My final try to convince you that you might be able to use ADC channel 39 to monitor the teensy's supply voltage. The sketch won't monitor your battery voltage or Vin, but it will monitor the teensy's supply voltage (e.g., what you would measure from the teensy's 3.3v pin). So with > 3.7 volts at Vin, the channel-39 sketch should report about 3300 mv. As Vin voltage drops, the channel-39 sketch should report a lower voltage. As Paul notes, if Vin falls below 3.7v the internal voltage regulator might go non-linear near Vin of 2.7v.

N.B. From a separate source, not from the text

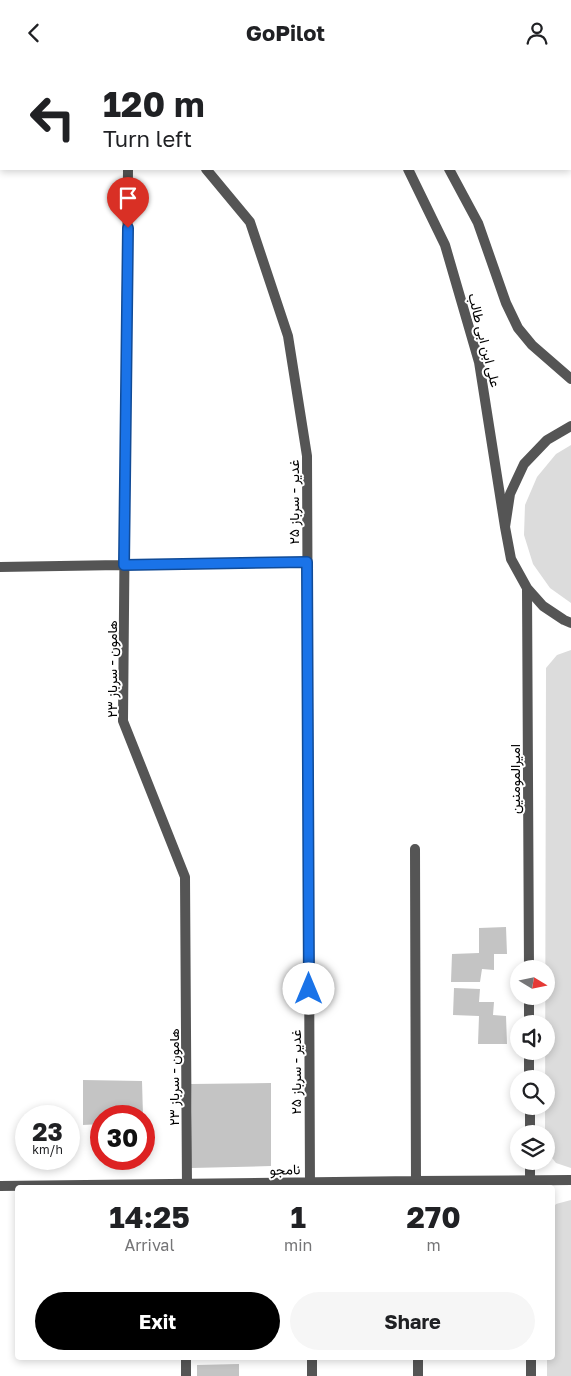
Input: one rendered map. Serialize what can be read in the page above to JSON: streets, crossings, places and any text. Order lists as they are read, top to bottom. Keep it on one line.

Some time ago, I did some experiments using this technique of measuring analogRead(39) to get an indication of the input voltage. Today I spotted another thread about this (
LiPo Battery Monitoring Circuit & Code). In this post I share the findings of my experiments in the hope that others find it useful.
Test setup & Method
I used a Teensy 3.0, the Vusb trace is not cut. No external components are attached and the following code is uploaded:
Code:
analogReference(EXTERNAL);
analogReadResolution(12);
analogReadAveraging(32);
Serial1.begin(9600);
Serial1.println("Boot!");
while (1) {
delay(1000);
Serial1.print("analogRead: ");Serial1.println(analogRead(39));
}
Next, I connected a power supply to either the Vin or 3v3 pin, I used an serial->usb converter to obtain the values returned by analogRead(39). The measurements were performed by varying the voltage, writing down the analogRead value and measuring the applied input voltage with a cheap multimeter (readings up to 0.01V, but I'm not so certain about its accuracy).
Measurements
For both applying the input voltage to the Vin pin and 3v3, about 40 measurements are taken. These can be seen in
View attachment to_Vin.txt and
View attachment to_3v3.txt respectively.
Analysis
The goal is to obtain a function which returns the input voltage applied to the Teensy as a function of the measured analogRead value. To obtain this function I resampled the measurements such that they were equidistant, then I fitted a polynomial through the resampled data points. For the Vin input I also converted the quadratic polynomial to an integer-only version. I used a Python script to analyse the measurements. It uses matplotlib and numpy, the entire script can be downloaded:
View attachment analyse.py.txt (.py is not allowed

) or
Gist.
Input to 3v3 pin:
The polynomial coefficients found are: (leftmost is x^2 and x^3 respectively)
Coefficients P_2: [ 6.24435071e-04 -3.86562880e+00 7.70557029e+03]
Coefficients P_3: [ -3.43172539e-07 2.78848110e-03 -8.24887282e+00 1.05447294e+04]
Input to Vin pin:
Coefficients P_2: [ 4.79305738e-04 -3.18084349e+00 7.22111948e+03]
Coefficients P_3: [ -2.31118140e-07 2.03935318e-03 -6.60300979e+00 9.65583352e+03]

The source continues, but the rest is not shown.